*** Opening Records to use ***

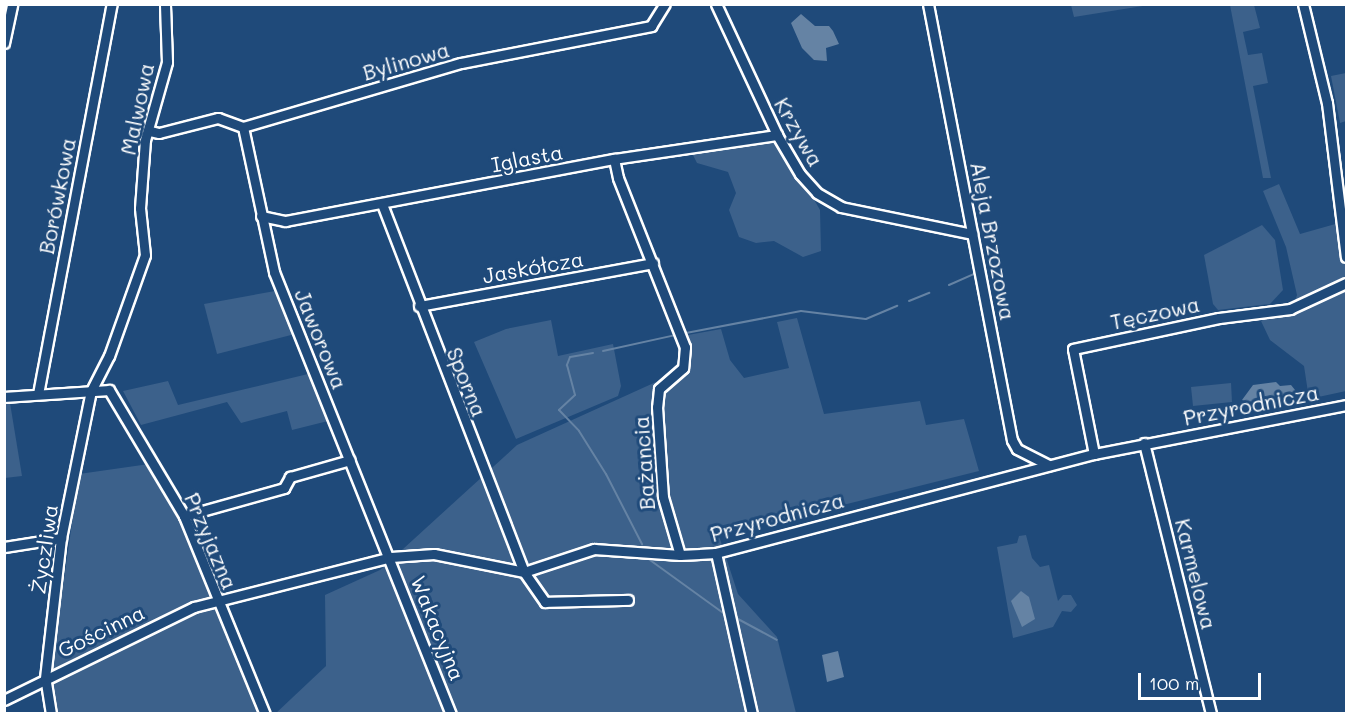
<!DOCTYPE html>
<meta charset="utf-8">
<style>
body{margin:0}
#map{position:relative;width:1351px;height:718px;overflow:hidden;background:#1f4a7a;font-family:Mali,sans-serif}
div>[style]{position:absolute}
.green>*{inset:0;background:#3c618b}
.water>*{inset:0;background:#6583a4}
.stream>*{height:2px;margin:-1px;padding:0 1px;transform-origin:1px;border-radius:1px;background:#6583a4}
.roads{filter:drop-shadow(2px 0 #fff) drop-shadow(-2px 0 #fff) drop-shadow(0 2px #fff) drop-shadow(0 -2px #fff)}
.street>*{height:9px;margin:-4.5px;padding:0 4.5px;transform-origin:4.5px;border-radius:4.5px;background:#1f4a7a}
span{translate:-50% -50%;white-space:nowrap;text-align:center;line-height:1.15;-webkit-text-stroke:6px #1f4a7a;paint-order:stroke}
.street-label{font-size:21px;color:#fff}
.frame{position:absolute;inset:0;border:6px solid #fff;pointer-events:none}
.scale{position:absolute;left:1138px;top:673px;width:123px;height:27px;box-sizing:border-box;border:3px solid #fff;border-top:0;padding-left:8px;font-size:18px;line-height:21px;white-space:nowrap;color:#fff;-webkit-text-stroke:4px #1f4a7a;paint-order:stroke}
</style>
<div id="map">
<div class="green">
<div style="clip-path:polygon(1071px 5px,1071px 4px,1149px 5px,1074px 17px)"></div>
<div style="clip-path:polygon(1230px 5px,1254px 5px,1260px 28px,1243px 32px,1248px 55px,1262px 53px,1268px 83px,1253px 86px,1271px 178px,1263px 178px)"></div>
<div style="clip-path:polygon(1346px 73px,1346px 121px,1340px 123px,1331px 76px)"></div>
<div style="clip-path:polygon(780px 140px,820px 210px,821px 251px,803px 257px,774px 241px,756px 243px,739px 237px,729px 210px,736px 193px,728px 172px,697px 163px,692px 153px)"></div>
<div style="clip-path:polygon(1279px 184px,1300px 234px,1346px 221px,1346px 391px,1309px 399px,1304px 366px,1270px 340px,1261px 321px,1294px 304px,1297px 295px,1286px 247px,1263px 191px)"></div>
<div style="clip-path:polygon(1262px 225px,1275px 240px,1283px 290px,1270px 304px,1218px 310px,1213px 304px,1204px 255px)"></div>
<div style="clip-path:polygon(275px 291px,295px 334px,217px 354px,204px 304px)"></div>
<div style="clip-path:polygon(797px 318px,824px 414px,920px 401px,926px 425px,964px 419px,979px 471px,719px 536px,738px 594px,777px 637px,796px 713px,275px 714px,326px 666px,325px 595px,380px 570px,517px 445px,689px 367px,688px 335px,721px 329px,730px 360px,744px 378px,789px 368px,777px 322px)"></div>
<div style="clip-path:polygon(551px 320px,558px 356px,613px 344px,621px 386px,618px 396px,516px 439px,474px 342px,506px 329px)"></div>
<div style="clip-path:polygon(308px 374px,328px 421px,292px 430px,287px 411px,241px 423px,227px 402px,141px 425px,123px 391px,168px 381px,178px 405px)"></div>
<div style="clip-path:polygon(1231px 383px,1232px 402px,1193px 406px,1191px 387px)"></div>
<div style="clip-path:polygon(5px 403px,10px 403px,22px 476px,5px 478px)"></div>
<div style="clip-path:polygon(149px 464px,178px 517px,259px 713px,56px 713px,50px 677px,79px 474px)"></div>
<div style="clip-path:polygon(1026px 535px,1032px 558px,1040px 567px,1049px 565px,1058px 601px,1063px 595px,1071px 595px,1077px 605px,1071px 612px,1062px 611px,1053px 627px,1013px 638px,997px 547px,1017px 543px,1019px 536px)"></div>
</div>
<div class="water">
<div style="clip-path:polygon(801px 14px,815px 26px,829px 26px,833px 31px,839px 44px,826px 48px,827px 61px,814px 60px,802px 48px,791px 23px)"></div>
<div style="clip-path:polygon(1276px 382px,1280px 386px,1291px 385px,1300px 396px,1249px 404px,1242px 400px,1253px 385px)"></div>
<div style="clip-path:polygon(1021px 591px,1029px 597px,1035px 619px,1022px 627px,1011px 601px)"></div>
<div style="clip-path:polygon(838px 651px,844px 677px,827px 682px,822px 655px)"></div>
</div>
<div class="stream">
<div style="left:949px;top:285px;width:30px;rotate:-24deg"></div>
<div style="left:909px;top:301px;width:22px;rotate:-22deg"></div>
<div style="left:686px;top:333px;width:117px;rotate:-10.8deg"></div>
<div style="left:801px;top:311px;width:65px;rotate:7deg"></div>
<div style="left:866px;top:319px;width:34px;rotate:-23deg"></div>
<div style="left:603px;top:351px;width:75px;rotate:-12.4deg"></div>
<div style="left:593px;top:353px;width:23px;rotate:170deg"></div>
<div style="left:570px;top:357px;width:9px;rotate:111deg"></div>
<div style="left:567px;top:365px;width:31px;rotate:75deg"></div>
<div style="left:575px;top:395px;width:22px;rotate:137deg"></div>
<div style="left:559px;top:410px;width:29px;rotate:46deg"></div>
<div style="left:579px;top:431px;width:51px;rotate:57.9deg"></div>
<div style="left:606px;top:474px;width:79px;rotate:62.8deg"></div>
<div style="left:643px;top:555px;width:102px;rotate:35.9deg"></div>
<div style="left:738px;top:619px;width:44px;rotate:28.3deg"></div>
</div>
<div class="roads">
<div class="street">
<div style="left:716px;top:4px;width:145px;rotate:65deg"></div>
<div style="left:777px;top:135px;width:45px;rotate:59.5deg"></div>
<div style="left:800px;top:174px;width:25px;rotate:48deg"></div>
<div style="left:817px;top:193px;width:28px;rotate:30deg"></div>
<div style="left:841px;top:207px;width:134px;rotate:11.6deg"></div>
<div style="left:928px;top:4px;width:444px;rotate:79.1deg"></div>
<div style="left:1012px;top:440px;width:10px;rotate:61deg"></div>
<div style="left:1017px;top:449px;width:36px;rotate:27deg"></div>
<div style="left:1303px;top:4px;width:102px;rotate:76.4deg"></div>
<div style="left:1327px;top:103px;width:155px;rotate:83deg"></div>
<div style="left:4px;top:43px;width:40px;rotate:-78deg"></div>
<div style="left:243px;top:127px;width:148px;rotate:77.9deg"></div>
<div style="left:274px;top:272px;width:476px;rotate:68.2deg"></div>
<div style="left:150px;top:131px;width:9px;rotate:13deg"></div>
<div style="left:159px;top:133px;width:61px;rotate:-14.3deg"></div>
<div style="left:218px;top:118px;width:27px;rotate:20deg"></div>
<div style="left:243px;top:127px;width:227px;rotate:-16.4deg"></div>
<div style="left:461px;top:63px;width:194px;rotate:-11deg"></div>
<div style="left:651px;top:26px;width:26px;rotate:-58deg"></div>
<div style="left:614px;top:159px;width:19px;rotate:78deg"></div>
<div style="left:618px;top:178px;width:182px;rotate:68.4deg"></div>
<div style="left:685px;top:347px;width:21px;rotate:95deg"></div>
<div style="left:683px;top:368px;width:32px;rotate:139deg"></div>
<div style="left:659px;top:389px;width:18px;rotate:96deg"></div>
<div style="left:657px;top:407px;width:90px;rotate:86.2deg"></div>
<div style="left:663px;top:497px;width:60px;rotate:73.7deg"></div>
<div style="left:382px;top:204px;width:394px;rotate:68.9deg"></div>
<div style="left:524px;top:572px;width:37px;rotate:55deg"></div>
<div style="left:545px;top:602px;width:83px;rotate:-1.4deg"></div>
<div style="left:261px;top:216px;width:25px;rotate:12deg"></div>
<div style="left:285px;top:221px;width:335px;rotate:-10.7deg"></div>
<div style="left:614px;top:159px;width:165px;rotate:-8.4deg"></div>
<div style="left:419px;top:306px;width:238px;rotate:-10.4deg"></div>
<div style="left:38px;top:394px;width:397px;rotate:-79.3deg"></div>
<div style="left:4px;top:397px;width:105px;rotate:-3.8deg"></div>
<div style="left:109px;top:390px;width:147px;rotate:59.2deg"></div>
<div style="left:184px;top:516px;width:214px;rotate:67.8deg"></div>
<div style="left:1144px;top:443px;width:279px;rotate:76.1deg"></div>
<div style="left:1094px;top:454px;width:107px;rotate:-101.3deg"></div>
<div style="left:1073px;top:349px;width:149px;rotate:-12deg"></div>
<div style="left:1219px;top:318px;width:72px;rotate:-7.2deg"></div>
<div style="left:1290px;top:309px;width:62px;rotate:-24.9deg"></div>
<div style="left:184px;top:516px;width:104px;rotate:-15.6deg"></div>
<div style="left:284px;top:488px;width:13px;rotate:-61deg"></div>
<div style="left:290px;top:477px;width:62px;rotate:-15.8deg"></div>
<div style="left:4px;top:547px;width:58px;rotate:-9deg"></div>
<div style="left:716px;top:553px;width:165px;rotate:77.4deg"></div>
<div style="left:4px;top:700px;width:212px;rotate:-26.1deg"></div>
<div style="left:194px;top:607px;width:203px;rotate:-14.2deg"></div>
<div style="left:391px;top:557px;width:43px;rotate:-4deg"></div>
<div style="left:434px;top:554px;width:92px;rotate:11.3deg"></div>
<div style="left:524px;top:572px;width:74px;rotate:-18.2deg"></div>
<div style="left:594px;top:549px;width:86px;rotate:4deg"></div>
<div style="left:680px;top:555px;width:36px;rotate:-3deg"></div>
<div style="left:716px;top:553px;width:391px;rotate:-14.7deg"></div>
<div style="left:1094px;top:454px;width:257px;rotate:-11deg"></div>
<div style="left:51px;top:714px;width:36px;rotate:-99deg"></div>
<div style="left:45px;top:678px;width:141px;rotate:-83.5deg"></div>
<div style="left:61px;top:538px;width:150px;rotate:-78.5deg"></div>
<div style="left:91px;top:391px;width:39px;rotate:-63deg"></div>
<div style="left:109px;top:356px;width:107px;rotate:-70.4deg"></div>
<div style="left:145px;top:255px;width:47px;rotate:-96.1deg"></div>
<div style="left:140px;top:208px;width:68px;rotate:-85.8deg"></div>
<div style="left:145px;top:140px;width:81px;rotate:-74.2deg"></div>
<div style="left:167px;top:62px;width:58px;rotate:-92deg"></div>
</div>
</div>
<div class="street-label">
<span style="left:406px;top:61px;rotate:-16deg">Bylinowa</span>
<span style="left:137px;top:109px;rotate:-78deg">Malwowa</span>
<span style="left:799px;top:132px;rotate:60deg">Krzywa</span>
<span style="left:527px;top:158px;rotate:-11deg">Iglasta</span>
<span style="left:57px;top:196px;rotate:-79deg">Borówkowa</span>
<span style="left:993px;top:241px;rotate:79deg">Aleja Brzozowa</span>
<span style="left:533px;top:267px;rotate:-10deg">Jaskółcza</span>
<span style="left:1155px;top:313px;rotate:-12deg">Tęczowa</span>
<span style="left:321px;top:339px;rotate:68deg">Jaworowa</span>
<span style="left:467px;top:382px;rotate:68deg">Sporna</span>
<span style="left:1251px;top:405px;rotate:-11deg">Przyrodnicza</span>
<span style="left:644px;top:463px;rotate:-94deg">Bażancia</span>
<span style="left:777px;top:517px;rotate:-15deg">Przyrodnicza</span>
<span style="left:211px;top:541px;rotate:67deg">Przyjazna</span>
<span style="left:44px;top:549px;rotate:-82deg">Życzliwa</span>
<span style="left:1196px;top:574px;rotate:76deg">Karmelowa</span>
<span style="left:438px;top:628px;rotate:68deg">Wakacyjna</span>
<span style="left:101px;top:631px;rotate:-26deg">Gościnna</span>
</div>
<div class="frame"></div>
<div class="scale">100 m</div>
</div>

*** Closing Records to use ***

- Directions for this task -
The lines from the top of the data above through the one holding "0 #fff) drop-shadow(-2px" are to be repeated exactly, and only those, with no pictures.

- Answer to this exercise -
<!DOCTYPE html>
<meta charset="utf-8">
<style>
body{margin:0}
#map{position:relative;width:1351px;height:718px;overflow:hidden;background:#1f4a7a;font-family:Mali,sans-serif}
div>[style]{position:absolute}
.green>*{inset:0;background:#3c618b}
.water>*{inset:0;background:#6583a4}
.stream>*{height:2px;margin:-1px;padding:0 1px;transform-origin:1px;border-radius:1px;background:#6583a4}
.roads{filter:drop-shadow(2px 0 #fff) drop-shadow(-2px 0 #fff) drop-shadow(0 2px #fff) drop-shadow(0 -2px #fff)}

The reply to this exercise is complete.